NB! Umap installation required. Type: 'pip install umap-learn'.

This notebook visualises the Synthetic Gaussians, Swissroll and MNIST datasets.
Embedding into a pre-trained AE latent space to standard dimensionality reduction techniques such as:

0) PCA https://pytorch.org/docs/stable/generated/torch.pca_lowrank.html
1) LLE https://cs.nyu.edu/~roweis/lle/papers/lleintroa4.pdf
2) t-SNE https://en.wikipedia.org/wiki/T-distributed_stochastic_neighbor_embedding
3) UMAP https://umap-learn.readthedocs.io/en/latest/

In [None]:
# Minimal imports
import torch
import matplotlib.pyplot as plt
import ricci_regularization
import yaml, os
import sklearn # for t-SNE and LLE
import umap

In [None]:
Path_pictures = "../../plots/datasets_visualization"
violent_saving = True
opacity = 0.5 # point opacity on plots

# Check if the folder exists
if not os.path.exists(Path_pictures):
    os.makedirs(Path_pictures)
    print(f"Created folder: {Path_pictures}")
else:
    print(f"Folder already exists: {Path_pictures}")
print(f"Plots will be saved to: {Path_pictures}")
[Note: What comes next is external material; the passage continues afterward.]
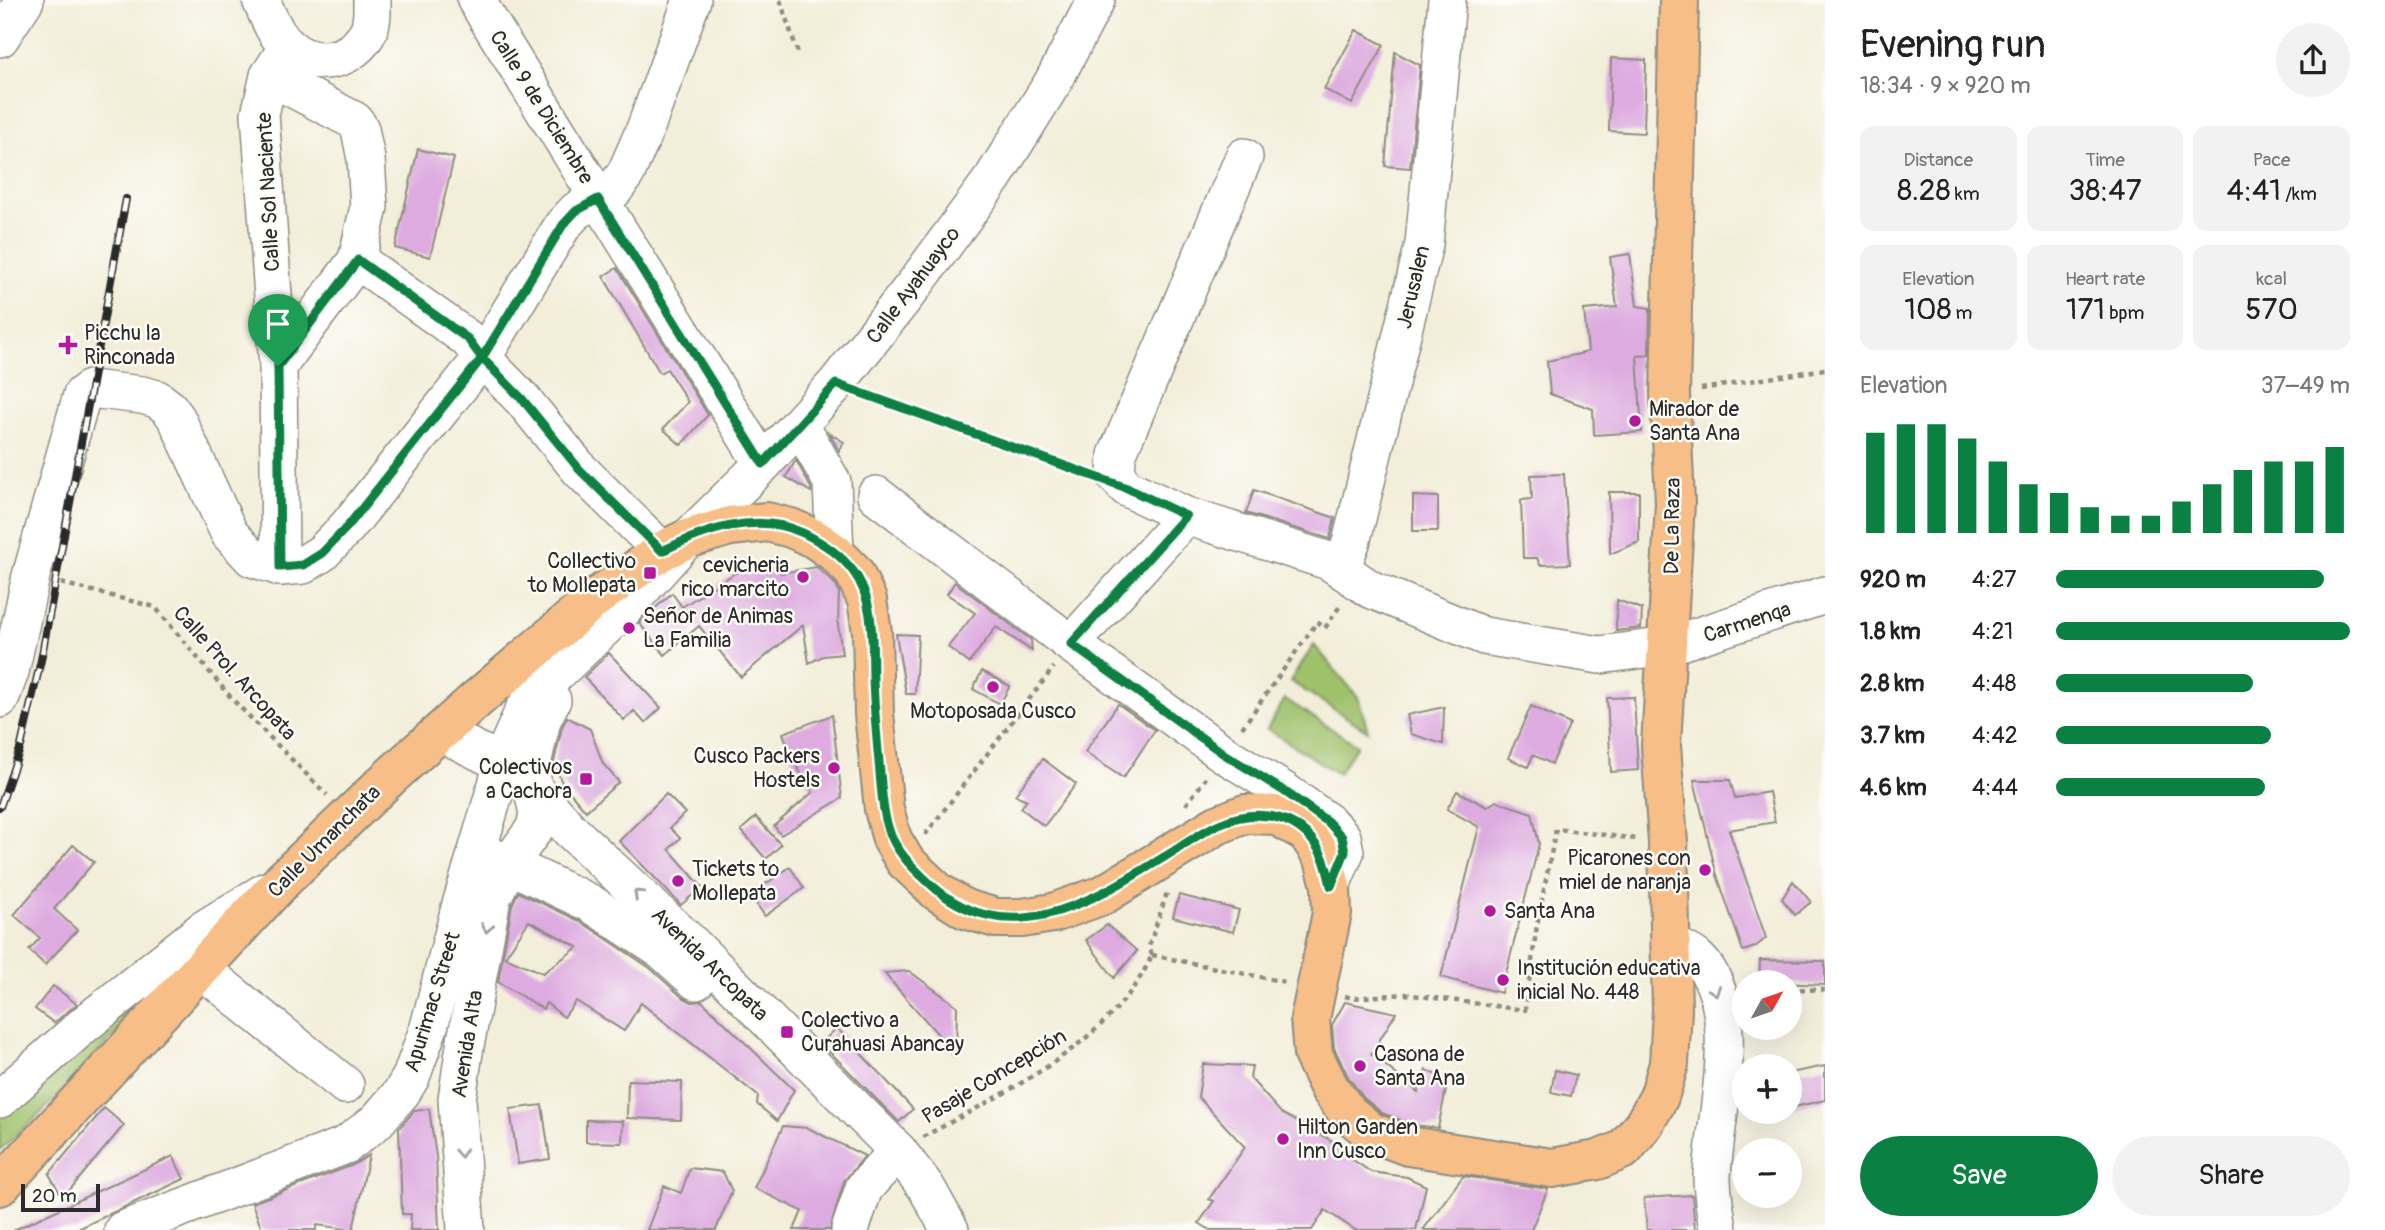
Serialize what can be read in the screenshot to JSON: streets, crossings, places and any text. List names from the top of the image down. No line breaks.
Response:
{"streets":{"main road":["De La Raza","Calle Umanchata"],"street":["Calle 9 de Diciembre","Calle Sol Naciente","Calle Ayahuayco","Jerusalen","Carmenqa","Avenida Arcopata","Apurimac Street","Avenida Alta"],"path":["Calle Prol. Arcopata","Pasaje Concepción"]},"crossings":[["Calle 9 de Diciembre","Calle Ayahuayco"],["Calle Ayahuayco","Calle Umanchata"],["Calle Ayahuayco","Apurimac Street"],["Jerusalen","Carmenqa"],["De La Raza","Carmenqa"],["De La Raza","Calle Umanchata"],["Calle Prol. Arcopata","Calle Umanchata"],["Calle Umanchata","Avenida Arcopata"],["Calle Umanchata","Apurimac Street"],["Avenida Arcopata","Apurimac Street"],["Avenida Arcopata","Avenida Alta"],["Avenida Arcopata","Pasaje Concepción"],["Apurimac Street","Avenida Alta"]],"one_way":["Avenida Alta"],"places":{"health":["Picchu la Rinconada"],"other":["Mirador de Santa Ana","cevicheria rico marcito","Señor de Animas La Familia","Motoposada Cusco","Cusco Packers Hostels","Picarones con miel de naranja","Tickets to Mollepata","Santa Ana","Institución educativa inicial No. 448","Casona de Santa Ana","Hilton Garden Inn Cusco"],"transit":["Collectivo to Mollepata","Colectivos a Cachora","Colectivo a Curahuasi Abancay"]},"scale_bar":"20 m","north":"top right","page":{"heading":["Evening run","18:34 · 9 × 920 m"],"stats":[["Distance","8.28 km"],["Time","38:47"],["Pace","4:41 /km"],["Elevation","108 m"],["Heart rate","171 bpm"],["kcal","570"]],"chart":["Elevation","37–49 m"],"list":[{"name":"920 m","note":"4:27"},{"name":"1.8 km","note":"4:21"},{"name":"2.8 km","note":"4:48"},{"name":"3.7 km","note":"4:42"},{"name":"4.6 km","note":"4:44"}],"map_buttons":["+","−"],"buttons":["Save","Share"],"scale":"20 m"}}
 I. Loading datasets and AE weights to produce AE latent encodings

In [None]:
experiment_config = {} # dictionary of experimental configs to load pretrained AE weights
experiment_config["MNIST"] = '../../experiments/MNIST_Setting_1_config.yaml'
experiment_config["Synthetic"] = '../../experiments/Synthetic_Setting_1_config.yaml'
experiment_config["Swissroll"] = '../../experiments/Swissroll_Setting_1_config.yaml'

In [None]:
visualization = {} # dictionary to keep all visualizations
dataset_names = ["MNIST","Swissroll","Synthetic"]
# loading test dataset, its encoding and labels for each dataset
for dataset_name in dataset_names:
    with open( experiment_config[dataset_name], 'r') as yaml_file:
        yaml_config = yaml.load(yaml_file, Loader=yaml.FullLoader)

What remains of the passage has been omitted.